Pudimos haber puesto los explosivos en el primer vagón de alguno de ellos, donde habitualmente viajaba casi medio curso de aspirantes de la Guardia Civil que iban camino de sus clases diarias, o aun haber evitado la huelga universitaria que promovimos para ese mismo día; pero las instrucciones recibidas fueron ejecutar la operación de esta manera, mi dios sabría por qué. Ni pocas ni excesivas víctimas: esta era la orden.

No lo delaté con ningún síntoma, pero no me gustó. No fue para mí un trabajo cómodo, no entiendo por qué, a no ser porque fue una operación mezquina y sin lucimiento. Sé que me desagradó ver correr de un lado a otro a los mismos ciudadanos y aun a los supervivientes tratando de prestar algún auxilio a las víctimas.

«No hay un Dios al que rezar», recuerdo que pensé.

Verificamos que todo había salido conforme a los planes, y no tuve otra que estar cerca, muy cerca de los trenes para comprobar que no había más vestigios que los que nos interesaban, e incluso para dejar una mochila (el décimo primer artefacto) sin detonar que pudieran usar de prueba en el juicio que algún día nos daría la absolución.

Nunca me conmovió la sangre, pero en aquella ocasión no me hizo sentir bien. Tuve que recurrir a mi profesionalidad para renegar de aquellos que en un ayer fueron mis paisanos, tal vez lamentando la suerte que tenían por estar en las manos que estaban. No era una reminiscencia de patriotismo, ese concepto olvidado y sin sentido en esta tierra sin Dios. Y no me sirvió para esto, pero sí para considerar que los libraba de gentes que se servían de ellos para llegar adonde pretendían, que los hacía libres, que los liberaba del yugo de una vida de decepciones continuas.

Me fui.

Todos los explosivos los habíamos manipulado. Habíamos conseguido algunos de distintas procedencias, e incluso los mismos enemigos de España nos vendieron una buena cantidad de ellos; pero jamás los usamos. Los montamos en la misma casa en la que fabricamos todas las pruebas incriminatorias para aquellos tipos que usamos de cebos, la mayoría de ellos musulmanes a quienes ni conocíamos ni teníamos ningún deseo de conocer.

Nunca hay inocentes y, si pagaron por unas muertes que no eran suyas, a la vez lo hicieron por las víctimas que habrían causado de haber tenido la oportunidad. Todo el mundo quiere desprenderse de alguien, desea la muerte de alguien o de muchos. Algunos, incluso, sacrifican a los suyos por una ventaja, por un beneficio o por un placer.

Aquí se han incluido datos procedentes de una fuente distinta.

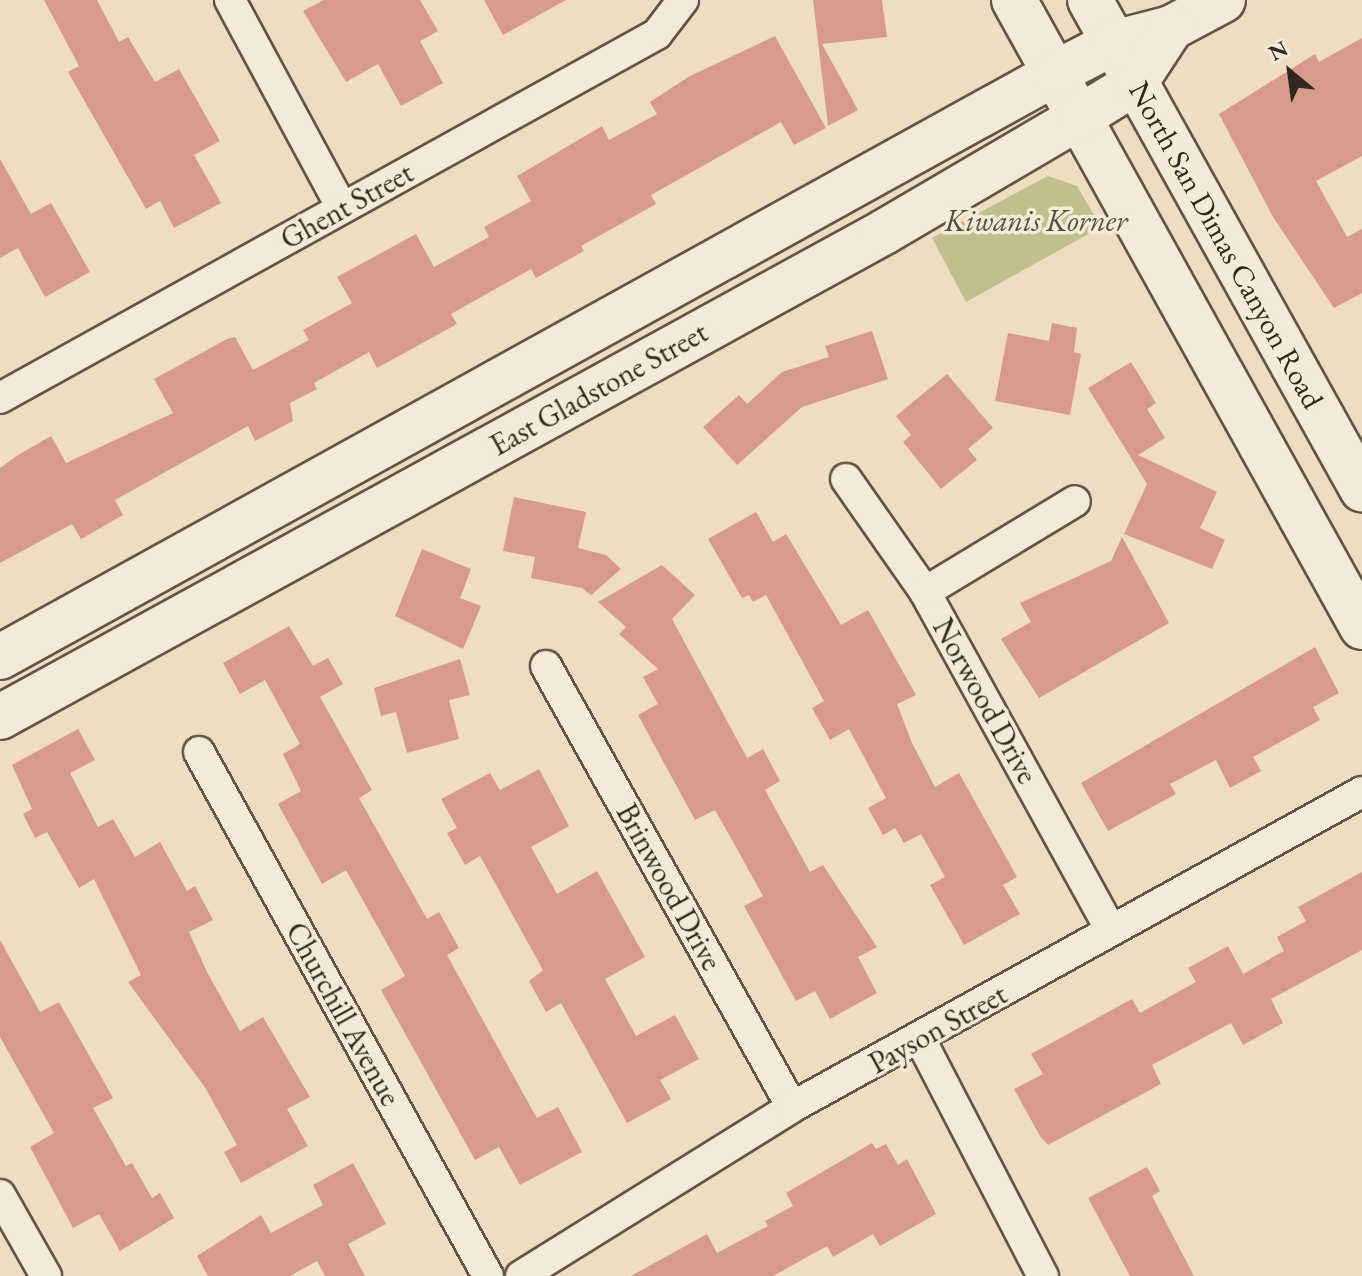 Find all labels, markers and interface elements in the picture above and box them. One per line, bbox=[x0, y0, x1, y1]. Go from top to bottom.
north arrow bbox=[1250, 32, 1330, 112]
text: N bbox=[1263, 34, 1293, 68]
street label: North San Dimas Canyon Road bbox=[1121, 75, 1331, 415]
street label: Ghent Street bbox=[274, 155, 420, 257]
park label: Kiwanis Korner bbox=[945, 203, 1127, 239]
street label: East Gladstone Street bbox=[484, 314, 714, 464]
street label: Norwood Drive bbox=[925, 612, 1045, 790]
street label: Brinwood Drive bbox=[608, 797, 730, 977]
street label: Churchill Avenue bbox=[278, 916, 408, 1112]
street label: Payson Street bbox=[863, 976, 1013, 1082]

España no me gustó. Y todavía me gustó menos los días siguientes, cuando ya desde Idaho vi a través del canal internacional de TVE cómo los verdaderos criminales ponían rostros de circunstancias y prendían medallas meritorias a quienes no hubieran merecido, quizá, sino un salivazo en la cara. La mentira es la verdad de los condenados, y todos los españoles creyeron a pies juntillas en la mentira.

Alea jacta est: la suerte está echada.

No le correspondería a Toni el caso. Todo lo más, alguna gestión de trámite para sus jueces. Entre el laberinto de pruebas y contrapruebas que habíamos organizado, era imposible que nadie pudiera encontrar el camino de lo verídico, a no ser que le guiara Perséfone; pero Perséfone seguía ufana y desafiante en lo alto del Capitolio, contemplando cómo los hombres buscaban una escapatoria de su laberinto que desembocara en la libertad.

Ignoraban, sin embargo, que no había libertad: Apollyon se encargaba de dibujársela y de marcar el compás de su tiempo.